Exercise requirements:
Copy all the lines of the data that include the word "buttons".

[Stored data]
= Beginning of Section =

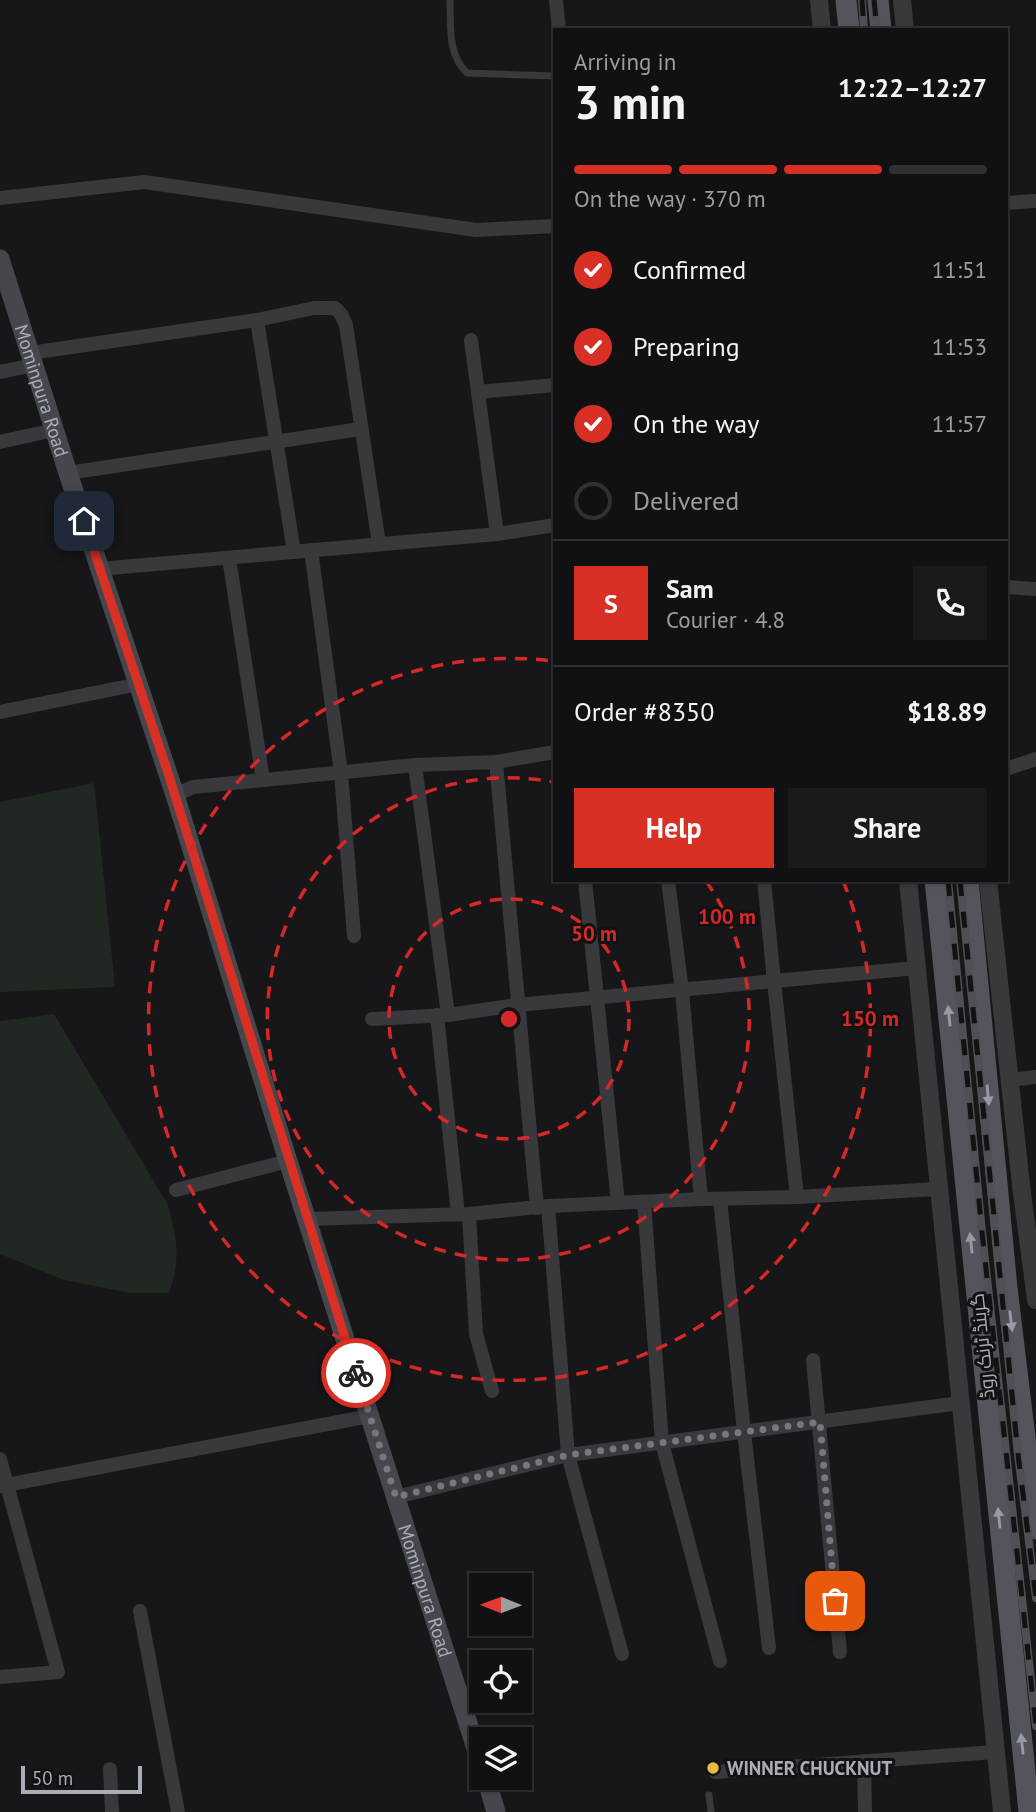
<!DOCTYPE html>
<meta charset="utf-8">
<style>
body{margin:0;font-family:"PT Sans",Cairo,sans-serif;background:#1a191b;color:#f1f3f6;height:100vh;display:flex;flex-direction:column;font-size:26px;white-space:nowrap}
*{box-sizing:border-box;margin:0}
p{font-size:23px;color:#9c9d9f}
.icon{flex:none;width:38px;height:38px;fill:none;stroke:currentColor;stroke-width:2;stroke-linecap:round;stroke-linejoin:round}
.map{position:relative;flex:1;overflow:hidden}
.side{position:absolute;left:553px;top:28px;width:455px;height:854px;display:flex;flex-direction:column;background:#111012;border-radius:0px;box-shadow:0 2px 5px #0004,0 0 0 2px #303032}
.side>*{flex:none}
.needle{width:46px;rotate:271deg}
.buttons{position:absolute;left:469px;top:1573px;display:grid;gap:14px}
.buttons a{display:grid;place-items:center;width:63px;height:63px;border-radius:0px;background:#111012;box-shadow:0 2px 5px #0004,0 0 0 2px #303032;font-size:35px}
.scale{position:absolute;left:21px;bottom:18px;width:121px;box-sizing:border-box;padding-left:7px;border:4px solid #a9adb7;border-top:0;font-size:19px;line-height:24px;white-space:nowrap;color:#a9adb7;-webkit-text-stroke:5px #121113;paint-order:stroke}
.pin{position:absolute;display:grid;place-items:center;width:60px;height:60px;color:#fff;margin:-30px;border-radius:14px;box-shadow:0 4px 10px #0006}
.courier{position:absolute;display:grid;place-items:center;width:70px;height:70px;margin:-35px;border:5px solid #d93025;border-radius:50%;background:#fff;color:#222;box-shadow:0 2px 9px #0007}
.overview em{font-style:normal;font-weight:600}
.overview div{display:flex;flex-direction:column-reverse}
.overview{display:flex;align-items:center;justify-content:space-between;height:119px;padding:0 21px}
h1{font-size:46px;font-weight:600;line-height:52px}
.bar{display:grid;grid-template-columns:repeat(4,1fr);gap:10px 7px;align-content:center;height:84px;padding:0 21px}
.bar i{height:9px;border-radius:5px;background:#303032}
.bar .on{background:#d93025}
.bar p{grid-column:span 4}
.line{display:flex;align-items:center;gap:18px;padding:0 21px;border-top:2px solid #303032}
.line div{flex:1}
.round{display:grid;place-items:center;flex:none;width:74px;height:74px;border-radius:0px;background:#1a191b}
ol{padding:0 21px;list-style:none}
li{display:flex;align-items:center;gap:21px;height:77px}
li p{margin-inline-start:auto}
li .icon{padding:7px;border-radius:50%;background:#d93025;color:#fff;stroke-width:4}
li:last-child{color:#9c9d9f}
li i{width:38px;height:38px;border:4px solid #303032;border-radius:50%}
.action{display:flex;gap:14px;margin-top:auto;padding:14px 21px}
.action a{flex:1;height:80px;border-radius:0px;background:#d93025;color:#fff;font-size:28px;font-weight:600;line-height:80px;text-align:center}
.action a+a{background:#1a191b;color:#f1f3f6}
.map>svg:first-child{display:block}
.green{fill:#212822}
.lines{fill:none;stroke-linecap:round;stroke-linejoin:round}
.service{stroke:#38383d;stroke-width:7}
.minor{stroke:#38383d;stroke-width:14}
.tertiary{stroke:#38383d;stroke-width:18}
.secondary{stroke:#46474d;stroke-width:19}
.primary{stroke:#54555c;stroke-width:21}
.rail-casing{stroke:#4f5056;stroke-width:8}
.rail{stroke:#121113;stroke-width:5;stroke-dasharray:16;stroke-linecap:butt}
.oneway{fill:#989ba5}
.done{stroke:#76787f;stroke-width:7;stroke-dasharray:0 12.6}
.route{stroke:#d93025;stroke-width:9}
.ring{fill:none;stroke:#d62828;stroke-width:3.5;stroke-dasharray:12 9}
.poi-dot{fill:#e7bb3f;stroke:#121113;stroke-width:2.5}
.labels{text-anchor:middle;stroke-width:6;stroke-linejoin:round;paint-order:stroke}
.street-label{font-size:19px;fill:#a9adb7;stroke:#121113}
.poi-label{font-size:19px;font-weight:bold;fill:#a9adb7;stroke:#121113;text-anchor:start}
.centre{fill:#d62828;stroke:#121113;stroke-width:3.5}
.ring-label{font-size:21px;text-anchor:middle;font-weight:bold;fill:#d62828;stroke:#121113;stroke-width:6;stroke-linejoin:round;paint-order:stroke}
</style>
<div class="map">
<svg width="1036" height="1812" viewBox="0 0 1036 1812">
<rect width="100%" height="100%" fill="#171618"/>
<g class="green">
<polygon points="94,783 115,987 0,992 0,802"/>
<path d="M54 1014 168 1205C177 1240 181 1258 169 1293H130L64 1280 0 1254V1021Z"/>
</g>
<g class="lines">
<g class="service">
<path d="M450 0C451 26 447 54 467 73L555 76"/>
<polyline points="709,1795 711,1812"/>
</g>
<g class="minor">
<polyline points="556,0 559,30"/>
<polyline points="0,198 144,182 476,230 555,226"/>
<polyline points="1006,203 1036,201"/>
<polyline points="257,320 294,552"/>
<polyline points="471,340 497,534"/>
<polyline points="30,353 257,320 314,308 335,308 341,314 346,325 379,544"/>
<polyline points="0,372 34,365"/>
<polyline points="478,392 555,385"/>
<polyline points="0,442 54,430"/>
<polyline points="68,473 360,429"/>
<polyline points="311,550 341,773 354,936"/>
<polyline points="229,558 263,780"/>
<polyline points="99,569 497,534 555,525"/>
<polyline points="1006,587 1036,589"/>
<polyline points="0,712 139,684"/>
<polyline points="496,762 537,1208"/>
<polyline points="415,765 448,1015"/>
<polyline points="1006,769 1036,759"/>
<polyline points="175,795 193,787 415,765 496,762 555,752"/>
<polyline points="585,880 618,1203"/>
<polyline points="668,880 682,991 701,1199"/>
<polyline points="764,880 774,981 917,968"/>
<polyline points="437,1015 458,1214"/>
<polyline points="372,1019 448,1015 517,1005 774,981 797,1197"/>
<polyline points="1010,1080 1036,1077"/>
<polyline points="176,1190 288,1161"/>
<polyline points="720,1199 744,1432 769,1648"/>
<polyline points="644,1202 662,1443 720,1661"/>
<polyline points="548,1206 568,1455 622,1654"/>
<polyline points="469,1214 476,1334 492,1391"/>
<polyline points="307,1219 469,1214 548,1206 701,1199 797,1197 938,1189"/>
<polyline points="813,1360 840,1652"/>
<polyline points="0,1459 58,1672 0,1677"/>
<polyline points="0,1486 370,1416"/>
<polyline points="396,1497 568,1455 960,1403"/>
<polyline points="140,1611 178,1812"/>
<polyline points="864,1761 865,1812"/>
<polyline points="110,1769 112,1812"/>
<polyline points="715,1772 996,1752"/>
</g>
<g class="tertiary">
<polyline points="819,0 822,30"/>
<polyline points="902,0 905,30"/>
<polyline points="908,880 1002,1812"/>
<polyline points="988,880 1021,1185 1036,1300"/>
</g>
<g class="secondary">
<path id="s1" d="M0 259 68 473 175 795 288 1161 481 1764"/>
<polyline points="486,1778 496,1812"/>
</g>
<g class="primary">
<polyline points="846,0 849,30"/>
<polyline points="878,0 881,30"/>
<polyline points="935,880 1029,1812"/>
<polyline points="968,880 1007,1288 1036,1529"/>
</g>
<g class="rail-casing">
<g id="rail">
<polyline points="862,0 864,30"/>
<polyline points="874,0 877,30"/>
<polyline points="948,880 982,1232 1036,1726"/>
<polyline points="960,880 1018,1454 1036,1598"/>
</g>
</g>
<use href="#rail" class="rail"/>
</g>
<defs><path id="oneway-solid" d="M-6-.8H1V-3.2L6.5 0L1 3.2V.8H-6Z" transform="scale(1.75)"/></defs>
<g class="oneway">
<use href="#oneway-solid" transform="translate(949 1016) rotate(-96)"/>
<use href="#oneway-solid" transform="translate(988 1095) rotate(85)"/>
<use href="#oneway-solid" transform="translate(971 1243) rotate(-96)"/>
<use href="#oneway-solid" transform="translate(1011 1321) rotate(83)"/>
<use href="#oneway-solid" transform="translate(999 1518) rotate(-96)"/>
<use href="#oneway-solid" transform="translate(1022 1744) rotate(-96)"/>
</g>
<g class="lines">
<polyline class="done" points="356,1373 396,1497 568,1455 820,1422 835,1601"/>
<polyline class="route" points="84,521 168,773 356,1373"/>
</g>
<g class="ring">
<circle cx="509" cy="1019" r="120"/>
<path d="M706 881A241 241 0 1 1 553 782"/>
<path d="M843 881A361 361 0 1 1 553 661"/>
</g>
<circle class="poi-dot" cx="713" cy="1768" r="7"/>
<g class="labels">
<g class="street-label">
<text dy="7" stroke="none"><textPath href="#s1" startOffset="138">Mominpura Road</textPath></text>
<text transform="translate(982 1346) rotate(-96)" y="7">گرینڈ ٹرنک روڈ</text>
<text dy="7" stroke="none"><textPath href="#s1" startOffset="1398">Mominpura Road</textPath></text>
</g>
<g class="poi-label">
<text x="727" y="1775">WINNER CHUCKNUT</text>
</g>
</g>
<circle cx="509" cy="1019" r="10" class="centre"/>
<g class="ring-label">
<text x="727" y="924">100 m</text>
<text x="594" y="941">50 m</text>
<text x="870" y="1026">150 m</text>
</g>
</svg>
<div class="buttons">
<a><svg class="needle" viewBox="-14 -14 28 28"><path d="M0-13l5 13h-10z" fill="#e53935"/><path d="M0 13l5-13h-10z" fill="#9c9d9f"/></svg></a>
<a><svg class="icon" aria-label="locate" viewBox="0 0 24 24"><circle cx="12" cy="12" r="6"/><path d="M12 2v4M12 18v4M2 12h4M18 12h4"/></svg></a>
<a><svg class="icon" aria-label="layers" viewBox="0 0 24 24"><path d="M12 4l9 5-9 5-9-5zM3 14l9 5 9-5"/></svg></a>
</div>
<div class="scale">50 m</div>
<div class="pin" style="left:835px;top:1601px;background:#ea580c"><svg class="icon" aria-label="bag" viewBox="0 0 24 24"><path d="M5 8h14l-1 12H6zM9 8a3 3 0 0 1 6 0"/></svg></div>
<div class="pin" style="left:84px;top:521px;background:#1f2937"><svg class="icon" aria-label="home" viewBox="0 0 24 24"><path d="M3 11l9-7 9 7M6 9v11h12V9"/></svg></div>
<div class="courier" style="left:356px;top:1373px"><svg class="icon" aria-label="bike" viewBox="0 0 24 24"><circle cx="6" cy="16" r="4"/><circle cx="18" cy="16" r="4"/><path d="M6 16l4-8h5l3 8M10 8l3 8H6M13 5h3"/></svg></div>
<section class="side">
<div class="overview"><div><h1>3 min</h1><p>Arriving in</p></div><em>12:22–12:27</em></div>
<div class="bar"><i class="on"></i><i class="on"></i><i class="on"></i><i></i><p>On the way · 370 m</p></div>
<ol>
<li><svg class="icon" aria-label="check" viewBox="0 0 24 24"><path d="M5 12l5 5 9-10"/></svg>Confirmed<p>11:51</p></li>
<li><svg class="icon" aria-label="check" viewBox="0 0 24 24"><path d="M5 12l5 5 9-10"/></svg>Preparing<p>11:53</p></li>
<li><svg class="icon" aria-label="check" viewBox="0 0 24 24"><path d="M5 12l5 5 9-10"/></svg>On the way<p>11:57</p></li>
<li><i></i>Delivered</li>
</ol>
<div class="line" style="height:126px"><b class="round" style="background:#d93025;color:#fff">S</b><div><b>Sam</b><p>Courier · 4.8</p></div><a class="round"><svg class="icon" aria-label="phone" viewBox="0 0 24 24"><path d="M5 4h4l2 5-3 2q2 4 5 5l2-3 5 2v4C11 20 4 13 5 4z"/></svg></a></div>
<div class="line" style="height:91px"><div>Order #8350</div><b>$18.89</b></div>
<div class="action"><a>Help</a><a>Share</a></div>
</section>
</div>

= End of Section =

Written response:
.buttons{position:absolute;left:469px;top:1573px;display:grid;gap:14px}
.buttons a{display:grid;place-items:center;width:63px;height:63px;border-radius:0px;background:#111012;box-shadow:0 2px 5px #0004,0 0 0 2px #303032;font-size:35px}
<div class="buttons">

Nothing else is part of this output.